According to the Social Security Administration, 9 out of 10 people over age 65 receive Social Security. On average, Social Security counts for about 39% of total income during retirement. Social Security can’t cover all your financial needs during your retirement years. Having a solid retirement plan that will give you a financially secure retirement is based on having a bundle of various income sources best suited to meet your goals. With so many options, how do you select the right types of retirement plans?
1. Pensions

Having A Pension Is The First Thing Most People Think Of They Think Of Retirement Income. Many People Have Earned A Pension At Some Point During Their Working Careers. It Requires Very Little Involvement Because The Employer Contributes The Money On Behalf Of The Employee. You Work, And When You Retire, You Collect Your Pension.
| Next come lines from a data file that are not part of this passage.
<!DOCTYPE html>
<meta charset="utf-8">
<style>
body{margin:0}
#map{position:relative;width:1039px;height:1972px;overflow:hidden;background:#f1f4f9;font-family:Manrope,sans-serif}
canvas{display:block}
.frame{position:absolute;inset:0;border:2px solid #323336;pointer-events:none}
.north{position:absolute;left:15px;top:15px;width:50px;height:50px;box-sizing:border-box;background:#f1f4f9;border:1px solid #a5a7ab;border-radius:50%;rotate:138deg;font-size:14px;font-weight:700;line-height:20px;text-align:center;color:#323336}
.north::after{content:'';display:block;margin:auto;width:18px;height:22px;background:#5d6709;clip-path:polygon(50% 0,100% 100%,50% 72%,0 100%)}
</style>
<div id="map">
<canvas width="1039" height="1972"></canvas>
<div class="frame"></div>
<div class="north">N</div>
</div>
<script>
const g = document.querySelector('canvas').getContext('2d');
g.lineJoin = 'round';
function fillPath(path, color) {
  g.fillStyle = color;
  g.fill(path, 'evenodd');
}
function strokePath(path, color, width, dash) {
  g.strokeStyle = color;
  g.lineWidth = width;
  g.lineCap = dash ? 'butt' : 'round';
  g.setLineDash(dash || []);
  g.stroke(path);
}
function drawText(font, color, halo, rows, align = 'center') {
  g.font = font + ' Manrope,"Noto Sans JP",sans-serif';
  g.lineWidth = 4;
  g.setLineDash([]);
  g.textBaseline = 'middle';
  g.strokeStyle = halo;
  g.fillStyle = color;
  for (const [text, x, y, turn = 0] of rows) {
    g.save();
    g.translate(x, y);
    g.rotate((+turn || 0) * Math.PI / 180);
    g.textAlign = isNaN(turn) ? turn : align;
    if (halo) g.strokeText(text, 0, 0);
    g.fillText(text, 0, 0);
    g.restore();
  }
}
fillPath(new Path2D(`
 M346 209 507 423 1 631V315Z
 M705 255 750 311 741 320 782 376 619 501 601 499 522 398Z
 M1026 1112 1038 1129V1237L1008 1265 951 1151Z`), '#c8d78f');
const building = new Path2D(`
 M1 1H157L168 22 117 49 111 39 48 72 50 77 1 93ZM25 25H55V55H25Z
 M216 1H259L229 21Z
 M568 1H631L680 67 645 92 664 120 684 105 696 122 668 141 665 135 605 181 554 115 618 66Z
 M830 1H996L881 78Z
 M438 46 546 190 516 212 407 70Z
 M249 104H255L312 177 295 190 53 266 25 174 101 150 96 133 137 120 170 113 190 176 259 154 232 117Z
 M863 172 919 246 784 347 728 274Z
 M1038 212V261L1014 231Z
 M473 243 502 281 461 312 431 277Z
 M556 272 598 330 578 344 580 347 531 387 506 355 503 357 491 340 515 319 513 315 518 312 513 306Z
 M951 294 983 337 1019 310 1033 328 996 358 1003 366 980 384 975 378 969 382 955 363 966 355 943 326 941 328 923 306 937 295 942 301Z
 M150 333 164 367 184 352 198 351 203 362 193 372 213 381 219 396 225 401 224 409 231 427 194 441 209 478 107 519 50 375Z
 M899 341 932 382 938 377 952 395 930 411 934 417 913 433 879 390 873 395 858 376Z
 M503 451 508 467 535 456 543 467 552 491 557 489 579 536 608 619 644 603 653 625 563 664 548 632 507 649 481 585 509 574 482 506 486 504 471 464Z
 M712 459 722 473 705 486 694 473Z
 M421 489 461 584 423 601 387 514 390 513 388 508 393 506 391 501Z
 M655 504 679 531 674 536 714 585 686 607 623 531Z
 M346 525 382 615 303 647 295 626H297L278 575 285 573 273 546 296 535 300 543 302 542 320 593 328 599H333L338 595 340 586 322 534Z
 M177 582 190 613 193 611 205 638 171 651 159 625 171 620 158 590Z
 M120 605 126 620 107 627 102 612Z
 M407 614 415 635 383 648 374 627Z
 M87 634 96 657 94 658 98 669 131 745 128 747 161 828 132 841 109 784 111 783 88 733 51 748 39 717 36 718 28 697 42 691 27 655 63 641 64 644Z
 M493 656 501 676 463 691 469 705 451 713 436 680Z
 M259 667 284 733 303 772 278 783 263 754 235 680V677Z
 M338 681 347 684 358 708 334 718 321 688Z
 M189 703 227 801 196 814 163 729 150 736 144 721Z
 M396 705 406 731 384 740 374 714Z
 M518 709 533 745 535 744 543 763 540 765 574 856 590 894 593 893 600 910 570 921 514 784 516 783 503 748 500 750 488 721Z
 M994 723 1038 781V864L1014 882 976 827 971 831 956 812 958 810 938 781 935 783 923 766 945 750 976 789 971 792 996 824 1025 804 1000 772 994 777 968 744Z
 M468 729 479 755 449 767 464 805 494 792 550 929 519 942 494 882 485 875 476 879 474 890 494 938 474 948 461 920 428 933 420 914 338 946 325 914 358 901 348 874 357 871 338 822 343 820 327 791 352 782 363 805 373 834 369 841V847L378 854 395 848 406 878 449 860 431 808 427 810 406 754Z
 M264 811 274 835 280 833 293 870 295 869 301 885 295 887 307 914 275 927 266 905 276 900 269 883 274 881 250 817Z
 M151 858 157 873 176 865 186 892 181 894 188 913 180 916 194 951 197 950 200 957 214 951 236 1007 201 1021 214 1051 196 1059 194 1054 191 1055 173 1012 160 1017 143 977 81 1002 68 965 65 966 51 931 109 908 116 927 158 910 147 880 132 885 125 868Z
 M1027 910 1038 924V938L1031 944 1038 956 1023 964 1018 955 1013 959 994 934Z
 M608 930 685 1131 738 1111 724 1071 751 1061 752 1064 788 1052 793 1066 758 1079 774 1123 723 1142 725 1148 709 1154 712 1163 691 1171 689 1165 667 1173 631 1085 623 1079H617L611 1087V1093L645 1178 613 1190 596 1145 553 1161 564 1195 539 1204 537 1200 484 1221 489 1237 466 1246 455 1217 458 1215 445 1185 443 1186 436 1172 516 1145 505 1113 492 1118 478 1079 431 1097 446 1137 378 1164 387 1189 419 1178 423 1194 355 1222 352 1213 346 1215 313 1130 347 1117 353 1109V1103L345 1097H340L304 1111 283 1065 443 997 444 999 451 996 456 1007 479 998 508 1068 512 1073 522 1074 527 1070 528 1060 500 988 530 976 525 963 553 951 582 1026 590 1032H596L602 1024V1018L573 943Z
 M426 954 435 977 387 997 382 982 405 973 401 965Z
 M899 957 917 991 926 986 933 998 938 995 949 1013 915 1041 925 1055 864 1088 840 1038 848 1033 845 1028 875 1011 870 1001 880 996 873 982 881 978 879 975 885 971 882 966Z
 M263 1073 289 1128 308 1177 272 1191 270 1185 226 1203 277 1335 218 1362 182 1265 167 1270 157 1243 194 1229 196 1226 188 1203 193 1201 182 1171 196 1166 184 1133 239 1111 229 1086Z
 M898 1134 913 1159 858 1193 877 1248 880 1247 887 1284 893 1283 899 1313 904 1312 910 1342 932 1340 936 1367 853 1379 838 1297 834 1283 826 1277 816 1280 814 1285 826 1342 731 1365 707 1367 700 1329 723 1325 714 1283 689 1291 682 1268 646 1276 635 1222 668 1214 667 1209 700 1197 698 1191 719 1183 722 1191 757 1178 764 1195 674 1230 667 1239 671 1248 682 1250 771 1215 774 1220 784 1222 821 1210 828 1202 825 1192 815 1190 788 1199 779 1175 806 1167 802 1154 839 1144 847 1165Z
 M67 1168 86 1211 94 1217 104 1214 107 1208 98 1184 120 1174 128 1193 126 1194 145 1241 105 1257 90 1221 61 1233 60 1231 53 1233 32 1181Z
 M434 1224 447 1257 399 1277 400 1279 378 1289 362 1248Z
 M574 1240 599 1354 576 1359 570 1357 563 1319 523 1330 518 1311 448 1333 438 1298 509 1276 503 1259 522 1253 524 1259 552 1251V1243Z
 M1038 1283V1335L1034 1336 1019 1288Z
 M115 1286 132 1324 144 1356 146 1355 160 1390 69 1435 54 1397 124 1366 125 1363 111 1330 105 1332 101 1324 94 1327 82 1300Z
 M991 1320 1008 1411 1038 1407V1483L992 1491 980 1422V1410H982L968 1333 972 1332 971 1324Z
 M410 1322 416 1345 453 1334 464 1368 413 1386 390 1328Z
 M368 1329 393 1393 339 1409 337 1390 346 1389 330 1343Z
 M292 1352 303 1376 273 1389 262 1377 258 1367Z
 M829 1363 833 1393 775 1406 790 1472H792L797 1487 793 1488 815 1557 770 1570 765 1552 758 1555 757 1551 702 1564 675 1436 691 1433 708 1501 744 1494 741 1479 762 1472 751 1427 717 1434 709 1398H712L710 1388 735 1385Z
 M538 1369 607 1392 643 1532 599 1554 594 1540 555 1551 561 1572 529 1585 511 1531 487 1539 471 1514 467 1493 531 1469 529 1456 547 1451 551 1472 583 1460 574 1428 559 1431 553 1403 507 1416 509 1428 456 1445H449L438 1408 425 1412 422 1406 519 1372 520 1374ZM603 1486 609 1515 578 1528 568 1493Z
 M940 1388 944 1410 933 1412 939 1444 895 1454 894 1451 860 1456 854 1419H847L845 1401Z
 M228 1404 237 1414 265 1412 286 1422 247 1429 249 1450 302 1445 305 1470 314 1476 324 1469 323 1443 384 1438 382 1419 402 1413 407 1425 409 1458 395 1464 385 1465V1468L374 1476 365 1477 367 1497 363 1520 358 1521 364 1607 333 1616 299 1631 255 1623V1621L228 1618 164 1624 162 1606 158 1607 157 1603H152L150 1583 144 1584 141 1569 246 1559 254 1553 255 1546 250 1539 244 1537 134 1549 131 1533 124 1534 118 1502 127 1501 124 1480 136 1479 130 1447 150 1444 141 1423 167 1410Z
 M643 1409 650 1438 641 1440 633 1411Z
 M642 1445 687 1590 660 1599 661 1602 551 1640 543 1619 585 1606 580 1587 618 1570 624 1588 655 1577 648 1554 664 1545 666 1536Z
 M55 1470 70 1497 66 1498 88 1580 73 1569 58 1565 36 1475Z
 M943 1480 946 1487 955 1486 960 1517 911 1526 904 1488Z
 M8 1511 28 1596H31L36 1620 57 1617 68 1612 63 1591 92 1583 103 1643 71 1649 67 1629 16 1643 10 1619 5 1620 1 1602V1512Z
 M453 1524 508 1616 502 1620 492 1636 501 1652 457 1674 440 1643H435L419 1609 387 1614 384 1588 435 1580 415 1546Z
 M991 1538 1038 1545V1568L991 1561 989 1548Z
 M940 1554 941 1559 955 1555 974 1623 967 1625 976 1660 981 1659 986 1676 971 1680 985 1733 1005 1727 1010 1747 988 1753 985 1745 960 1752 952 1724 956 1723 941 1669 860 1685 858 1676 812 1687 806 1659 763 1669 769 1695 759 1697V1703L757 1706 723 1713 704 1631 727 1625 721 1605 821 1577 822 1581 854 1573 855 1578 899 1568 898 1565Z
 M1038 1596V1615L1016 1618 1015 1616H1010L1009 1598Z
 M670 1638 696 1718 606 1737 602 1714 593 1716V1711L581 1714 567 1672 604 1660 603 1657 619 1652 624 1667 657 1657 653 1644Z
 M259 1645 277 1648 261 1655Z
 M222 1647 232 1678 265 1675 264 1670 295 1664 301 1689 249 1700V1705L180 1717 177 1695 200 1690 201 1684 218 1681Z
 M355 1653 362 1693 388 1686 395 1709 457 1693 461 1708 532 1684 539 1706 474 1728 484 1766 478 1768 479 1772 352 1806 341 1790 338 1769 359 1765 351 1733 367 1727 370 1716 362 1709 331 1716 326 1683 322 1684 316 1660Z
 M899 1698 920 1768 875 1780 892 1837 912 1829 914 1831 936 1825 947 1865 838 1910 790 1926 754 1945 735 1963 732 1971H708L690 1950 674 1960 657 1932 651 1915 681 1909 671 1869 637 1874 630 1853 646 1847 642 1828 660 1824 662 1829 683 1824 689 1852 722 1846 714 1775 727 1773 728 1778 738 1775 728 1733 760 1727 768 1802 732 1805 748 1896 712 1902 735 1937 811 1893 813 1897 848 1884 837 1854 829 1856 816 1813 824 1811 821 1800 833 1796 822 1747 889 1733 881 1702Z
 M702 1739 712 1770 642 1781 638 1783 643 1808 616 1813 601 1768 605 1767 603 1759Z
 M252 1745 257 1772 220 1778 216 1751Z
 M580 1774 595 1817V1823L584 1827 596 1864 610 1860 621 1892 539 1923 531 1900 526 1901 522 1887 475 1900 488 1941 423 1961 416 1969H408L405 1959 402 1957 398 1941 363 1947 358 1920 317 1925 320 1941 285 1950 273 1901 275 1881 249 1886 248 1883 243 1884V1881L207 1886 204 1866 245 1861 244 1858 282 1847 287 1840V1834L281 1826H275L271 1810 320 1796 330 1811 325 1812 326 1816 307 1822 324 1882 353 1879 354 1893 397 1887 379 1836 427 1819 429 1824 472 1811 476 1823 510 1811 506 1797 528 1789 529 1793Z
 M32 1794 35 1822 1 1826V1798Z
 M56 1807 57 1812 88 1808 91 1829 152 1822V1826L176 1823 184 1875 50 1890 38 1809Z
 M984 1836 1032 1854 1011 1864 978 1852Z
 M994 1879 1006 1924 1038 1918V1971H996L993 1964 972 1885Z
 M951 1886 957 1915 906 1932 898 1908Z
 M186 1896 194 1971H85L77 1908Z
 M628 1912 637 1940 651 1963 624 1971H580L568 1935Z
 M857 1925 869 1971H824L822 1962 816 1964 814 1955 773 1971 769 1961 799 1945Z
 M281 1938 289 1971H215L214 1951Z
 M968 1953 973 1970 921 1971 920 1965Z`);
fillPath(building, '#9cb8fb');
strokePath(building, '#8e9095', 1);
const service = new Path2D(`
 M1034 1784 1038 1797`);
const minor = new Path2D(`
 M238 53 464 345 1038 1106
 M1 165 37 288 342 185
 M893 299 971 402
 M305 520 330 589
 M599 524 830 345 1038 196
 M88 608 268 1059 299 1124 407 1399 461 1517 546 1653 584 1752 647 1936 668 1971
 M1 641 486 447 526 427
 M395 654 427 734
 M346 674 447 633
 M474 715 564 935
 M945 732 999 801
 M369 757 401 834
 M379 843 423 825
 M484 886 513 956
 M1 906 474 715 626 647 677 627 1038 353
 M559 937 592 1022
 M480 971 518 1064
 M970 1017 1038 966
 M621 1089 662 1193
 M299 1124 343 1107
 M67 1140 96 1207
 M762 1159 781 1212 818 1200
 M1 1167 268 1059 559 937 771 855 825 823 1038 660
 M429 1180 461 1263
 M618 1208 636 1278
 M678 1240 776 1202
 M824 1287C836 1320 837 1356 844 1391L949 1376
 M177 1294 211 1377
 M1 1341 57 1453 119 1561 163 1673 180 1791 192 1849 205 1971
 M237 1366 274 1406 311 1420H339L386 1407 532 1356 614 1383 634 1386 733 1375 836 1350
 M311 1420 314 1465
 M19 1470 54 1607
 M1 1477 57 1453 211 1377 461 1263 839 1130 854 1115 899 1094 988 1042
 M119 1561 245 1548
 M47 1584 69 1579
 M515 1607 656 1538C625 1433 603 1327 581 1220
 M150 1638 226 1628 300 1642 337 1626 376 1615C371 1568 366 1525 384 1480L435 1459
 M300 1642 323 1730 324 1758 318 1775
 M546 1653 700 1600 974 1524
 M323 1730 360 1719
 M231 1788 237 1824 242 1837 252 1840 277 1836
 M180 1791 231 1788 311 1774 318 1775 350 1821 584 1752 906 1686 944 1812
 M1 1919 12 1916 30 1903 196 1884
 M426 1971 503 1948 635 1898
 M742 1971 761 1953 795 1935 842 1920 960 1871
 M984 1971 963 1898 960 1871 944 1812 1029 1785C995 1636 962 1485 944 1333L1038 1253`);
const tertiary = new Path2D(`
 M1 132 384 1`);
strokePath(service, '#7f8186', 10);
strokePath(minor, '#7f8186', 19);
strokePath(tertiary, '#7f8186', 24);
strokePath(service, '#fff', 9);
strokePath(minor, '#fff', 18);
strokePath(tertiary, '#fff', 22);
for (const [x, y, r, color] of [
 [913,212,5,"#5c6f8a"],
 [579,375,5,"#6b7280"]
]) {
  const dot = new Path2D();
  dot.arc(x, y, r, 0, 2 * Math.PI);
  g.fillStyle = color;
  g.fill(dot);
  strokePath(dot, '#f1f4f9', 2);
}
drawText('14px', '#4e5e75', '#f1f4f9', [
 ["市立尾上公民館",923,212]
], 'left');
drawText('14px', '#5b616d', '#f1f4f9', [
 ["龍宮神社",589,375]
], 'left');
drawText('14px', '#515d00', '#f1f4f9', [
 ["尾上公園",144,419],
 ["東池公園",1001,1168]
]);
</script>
These Days Pensions Are Less Popular And Less Generous. They Are, However, Still Quite Common For Government Jobs. The Most Prominent Downside Is That There Are No Cost-Of-Living Adjustments So Your Pension Payment Will Always Be The Same Year After Year During Your Retirement.
2. Defined Contribution Plans

Defined contribution plans are now offered by most employers. There are four primary defined contribution plans, 401k, 403b, 457 and TSP. If you decide to participate in a defined contribution plan, you pick plan options that best suit you and decide how much to contribute. Many employers that have defined contribution plans offer matched contributions as well. For a certain portion that you contribute, your employer will contribute as well (depends on the employer).
3. Nonqualified Deferred Contribution Plans

The Nonqualified Deferred Contribution Plan (NQDC) is similarly structured like a Roth but allows greater contribution amounts. For those with higher incomes who have other retirement plans but have reached their contribution limits, the NQDC is an option. Deferring a portion of your income for a later time is appealing as it will grow tax-deferred and will be tax-free in the year you become entitled to it. With an NQDC you have no income restrictions or contribution limits. Another appealing feature is the vast investment options available with an NQDC.
4. Cash-Value Life Insurance Plan

Many financial advisors highly recommend investing in Cash Value Life Insurance plans because of the ability to accumulate value in a tax-free vehicle. Buying a cash value insurance plan allows you take a loan against your death benefit which can serve as income during your retirement. For example, a $500,000-dollar policy could provide you with a loan of $250,000 and can be paid out as a lump sum or in several withdrawals. The loan is repaid from your death benefits, leaving your beneficiary with the remaining $250,000. The loan is tax-free and can serve as an excellent retirement income for an unemployed spouse as well as providing life-insurance coverage.